Although I’m a believer in the secret ballot, I will make an exception and share how I am voting.

For the First and Second Amendments. For individual rights and responsibilities. For states’ rights, the Electoral College, and our republic. For the flag, Pledge of Allegiance, and our National Anthem. For security, law and order, and our military. For Amy Coney Barrett and the next Supreme Court justice.

For the right to express my beliefs, and for others to express theirs. For parents to raise, nurture and discipline their own children. For an unborn baby’s right to live. For traditional marriage and support for families. For the rights of Little Sisters of the Poor, Hobby Lobby, Barronell Stutzman, and health care providers to follow their consciences. For judges who respect timeless truth, the Constitution, and the authority of the legislative branch and the people to make law.

For fiscal integrity and strong leadership in domestic policies and foreign affairs. For secure borders and legal immigration. For wise stewardship of our natural resources, jobs and economic opportunities, and protection of our environment. For affordable health care I get to choose. For educational choices for students and their parents. For racial and economic reconciliation. For compassion and generosity for those in need. For wisdom and tenacity in battling the coronavirus.

I am voting for candidates based on their advancement of these ideals, not their appearance or personality quirks. I am opposing people and ballot measures that do not do this.

While I have only one vote, it is important to me and I will cast it.
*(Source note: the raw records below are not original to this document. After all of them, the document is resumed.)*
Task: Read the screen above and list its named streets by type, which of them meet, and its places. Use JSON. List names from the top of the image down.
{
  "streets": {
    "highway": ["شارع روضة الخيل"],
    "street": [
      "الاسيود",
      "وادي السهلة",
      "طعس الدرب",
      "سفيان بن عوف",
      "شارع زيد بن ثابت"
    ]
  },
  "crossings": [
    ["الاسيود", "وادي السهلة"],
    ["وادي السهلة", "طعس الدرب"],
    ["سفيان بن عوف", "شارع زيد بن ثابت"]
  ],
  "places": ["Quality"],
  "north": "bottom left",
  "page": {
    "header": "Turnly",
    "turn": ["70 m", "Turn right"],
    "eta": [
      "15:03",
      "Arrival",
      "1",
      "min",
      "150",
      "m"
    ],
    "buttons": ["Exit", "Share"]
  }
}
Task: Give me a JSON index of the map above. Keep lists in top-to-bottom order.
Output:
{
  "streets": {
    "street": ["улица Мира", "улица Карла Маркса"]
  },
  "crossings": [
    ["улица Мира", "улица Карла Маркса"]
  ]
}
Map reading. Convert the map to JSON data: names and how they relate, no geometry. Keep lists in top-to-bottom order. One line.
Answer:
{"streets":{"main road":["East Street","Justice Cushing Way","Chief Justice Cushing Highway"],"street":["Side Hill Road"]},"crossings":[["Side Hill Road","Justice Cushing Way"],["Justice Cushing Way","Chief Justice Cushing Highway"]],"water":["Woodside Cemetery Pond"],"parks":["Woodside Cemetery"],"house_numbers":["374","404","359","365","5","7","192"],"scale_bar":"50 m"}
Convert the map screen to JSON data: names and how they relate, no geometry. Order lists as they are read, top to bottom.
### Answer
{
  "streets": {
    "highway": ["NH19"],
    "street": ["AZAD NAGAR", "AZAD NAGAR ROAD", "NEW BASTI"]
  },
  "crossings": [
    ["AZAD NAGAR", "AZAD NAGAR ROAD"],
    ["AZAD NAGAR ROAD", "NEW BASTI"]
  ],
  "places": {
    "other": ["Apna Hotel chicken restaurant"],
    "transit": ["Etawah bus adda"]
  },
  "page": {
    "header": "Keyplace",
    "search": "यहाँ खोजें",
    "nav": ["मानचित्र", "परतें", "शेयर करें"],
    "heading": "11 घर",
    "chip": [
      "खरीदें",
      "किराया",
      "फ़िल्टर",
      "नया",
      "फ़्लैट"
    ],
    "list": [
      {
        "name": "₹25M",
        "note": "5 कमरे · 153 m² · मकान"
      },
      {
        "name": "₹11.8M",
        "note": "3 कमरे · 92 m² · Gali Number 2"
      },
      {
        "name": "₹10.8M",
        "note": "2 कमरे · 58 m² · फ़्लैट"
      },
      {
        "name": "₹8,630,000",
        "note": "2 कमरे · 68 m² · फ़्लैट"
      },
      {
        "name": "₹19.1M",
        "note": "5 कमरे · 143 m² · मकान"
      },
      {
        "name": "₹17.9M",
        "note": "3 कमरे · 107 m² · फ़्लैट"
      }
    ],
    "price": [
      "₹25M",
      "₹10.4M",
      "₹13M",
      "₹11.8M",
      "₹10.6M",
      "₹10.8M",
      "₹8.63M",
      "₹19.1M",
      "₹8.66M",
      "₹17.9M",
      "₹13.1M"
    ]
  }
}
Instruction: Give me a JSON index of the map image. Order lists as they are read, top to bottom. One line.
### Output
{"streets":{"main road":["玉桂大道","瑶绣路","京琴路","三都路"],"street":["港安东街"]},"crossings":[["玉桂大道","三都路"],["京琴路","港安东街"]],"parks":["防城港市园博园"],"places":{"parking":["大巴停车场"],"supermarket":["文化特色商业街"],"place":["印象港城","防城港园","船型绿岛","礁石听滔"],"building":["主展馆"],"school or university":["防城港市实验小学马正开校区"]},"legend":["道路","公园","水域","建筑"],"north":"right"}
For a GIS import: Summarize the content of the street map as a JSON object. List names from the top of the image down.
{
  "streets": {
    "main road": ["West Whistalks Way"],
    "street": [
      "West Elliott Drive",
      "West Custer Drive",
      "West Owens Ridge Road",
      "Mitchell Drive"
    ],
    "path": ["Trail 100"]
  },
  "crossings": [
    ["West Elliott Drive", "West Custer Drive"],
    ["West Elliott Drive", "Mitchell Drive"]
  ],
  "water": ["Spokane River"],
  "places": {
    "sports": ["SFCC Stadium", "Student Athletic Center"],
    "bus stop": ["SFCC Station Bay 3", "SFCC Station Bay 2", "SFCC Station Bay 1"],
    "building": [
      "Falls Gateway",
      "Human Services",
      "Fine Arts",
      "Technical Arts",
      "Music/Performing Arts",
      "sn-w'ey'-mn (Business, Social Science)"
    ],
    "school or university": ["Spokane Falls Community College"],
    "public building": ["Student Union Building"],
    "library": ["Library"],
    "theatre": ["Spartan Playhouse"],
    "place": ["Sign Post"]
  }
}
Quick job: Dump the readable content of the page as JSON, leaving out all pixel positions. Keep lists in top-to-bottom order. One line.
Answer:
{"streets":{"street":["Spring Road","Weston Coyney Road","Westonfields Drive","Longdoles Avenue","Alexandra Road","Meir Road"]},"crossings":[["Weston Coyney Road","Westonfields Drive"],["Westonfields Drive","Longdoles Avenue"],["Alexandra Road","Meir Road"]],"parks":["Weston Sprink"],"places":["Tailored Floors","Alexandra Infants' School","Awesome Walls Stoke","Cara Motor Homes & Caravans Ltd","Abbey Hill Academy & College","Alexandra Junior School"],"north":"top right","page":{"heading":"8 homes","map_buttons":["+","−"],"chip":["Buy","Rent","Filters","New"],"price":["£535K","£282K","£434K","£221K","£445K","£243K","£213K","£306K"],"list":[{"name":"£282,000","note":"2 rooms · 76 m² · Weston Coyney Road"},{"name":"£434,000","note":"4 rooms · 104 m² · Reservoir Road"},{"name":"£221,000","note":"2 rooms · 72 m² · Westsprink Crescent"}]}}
I believe it makes a difference for my children and grandchildren. It’s about our Constitution and the immutable, inalienable God-given rights it protects. It‘s about values, truth, freedom, responsibility, hope, opportunity and greatness. For one nation under God, with liberty and justice for all!

I’m voting my values and hope you do too!

The writer served as lieutenant governor of Alaska, from 2002 to 2006. Before that, he served in both houses of the State Legislature, and was elected as the Senate Majority Leader by the end of his term. He served in office in electoral politics from 1989 to 2006.